[Date Prev][Date Next][Thread Prev][Thread Next][Date Index][Thread Index]
Re: [Qemu-devel] [PATCH v2 0/6] x86: Physical address limit patches
From: |
Michael S. Tsirkin |
Subject: |
Re: [Qemu-devel] [PATCH v2 0/6] x86: Physical address limit patches |
Date: |
Tue, 5 Jul 2016 13:41:31 +0300 |
On Tue, Jul 05, 2016 at 11:13:26AM +0100, Dr. David Alan Gilbert wrote:
> * Michael S. Tsirkin (address@hidden) wrote:
> > On Tue, Jul 05, 2016 at 10:33:25AM +0100, Dr. David Alan Gilbert wrote:
> > > * Michael S. Tsirkin (address@hidden) wrote:
> > > > On Mon, Jul 04, 2016 at 08:16:03PM +0100, Dr. David Alan Gilbert (git)
> > > > wrote:
> > > > > From: "Dr. David Alan Gilbert" <address@hidden>
> > > > >
> > > > > QEMU sets the guests physical address bits to 40; this is wrong
> > > > > on most hardware, and can be detected by the guest.
> > > > > It also stops you using really huge multi-TB VMs.
> > > > >
> > > > > Red Hat has had a patch, that Andrea wrote, downstream for a couple
> > > > > of years that reads the hosts value and uses that in the guest.
> > > > > That's
> > > > > correct as far as the guest sees it, and lets you create huge VMs.
> > > > >
> > > > > The downside, is that if you've got a mix of hosts, say an i7 and a
> > > > > Xeon,
> > > > > life gets complicated in migration; prior to 2.6 it all apparently
> > > > > worked (although a guest that looked might spot the change).

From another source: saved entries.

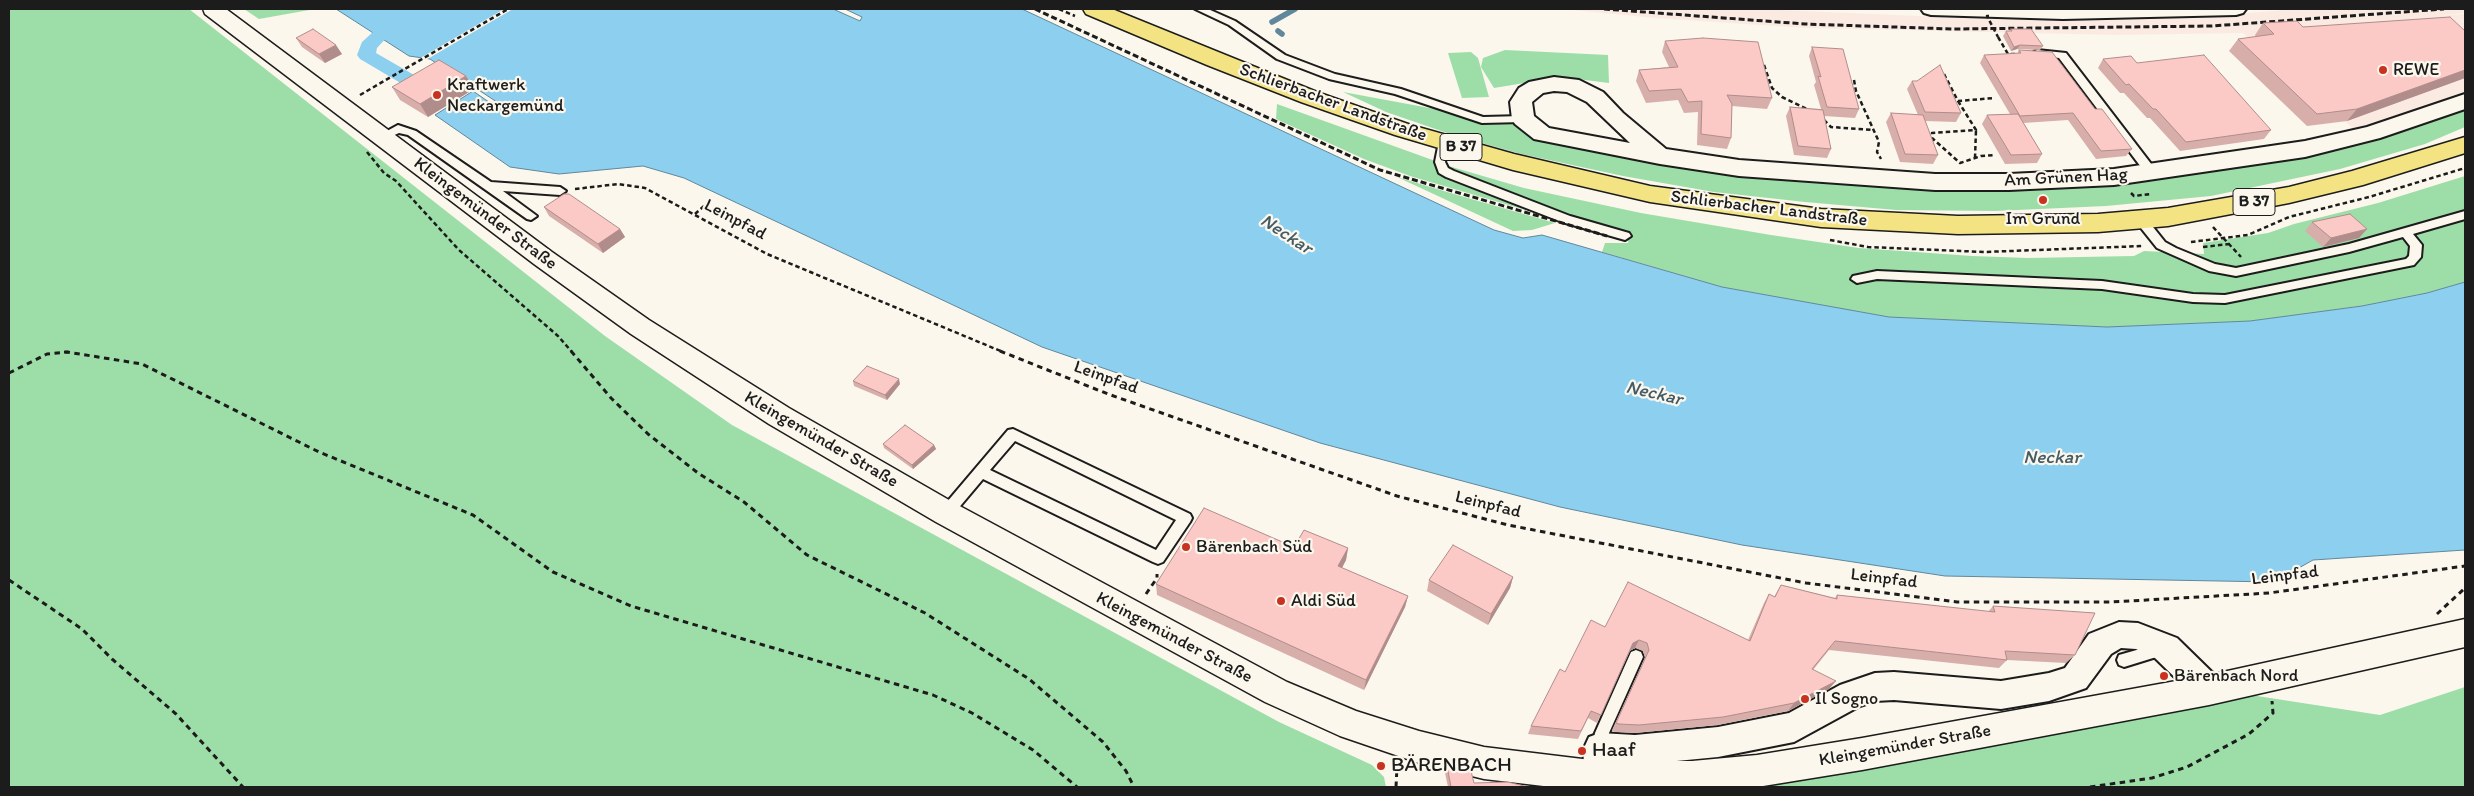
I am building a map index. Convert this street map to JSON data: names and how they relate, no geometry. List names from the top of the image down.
{
  "streets": {
    "main road": ["Schlierbacher Landstraße", "B 37", "Kleingemünder Straße"],
    "street": ["Am Grünen Hag"],
    "path": ["Leinpfad"]
  },
  "water": ["Neckar"],
  "places": [
    "REWE",
    "Kraftwerk Neckargemünd",
    "Im Grund",
    "Bärenbach Süd",
    "Aldi Süd",
    "Bärenbach Nord",
    "Il Sogno",
    "Haaf",
    "BÄRENBACH"
  ]
}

> > > > > In 2.6 Paolo started checking MSR writes and they failed when the
> > > > > incoming MTRR mask didn't fit.
> > > > >
> > > > > This series:
> > > > > a) Fixes up mtrr masks so that if you're migrating between hosts
> > > > > of different physical address size it tries to do something
> > > > > sensible.
> > > > >
> > > > > b) Lets you specify the guest physical address size via a CPU
> > > > > property, i.e.
> > > > > -cpu SandyBridge,phys-bits=36
> > > > >
> > > > > The default on old machine types is to use the existing 40 bits
> > > > > value.
> > > > >
> > > > > c) Lets you tell qemu to use the same setting as the host, i.e.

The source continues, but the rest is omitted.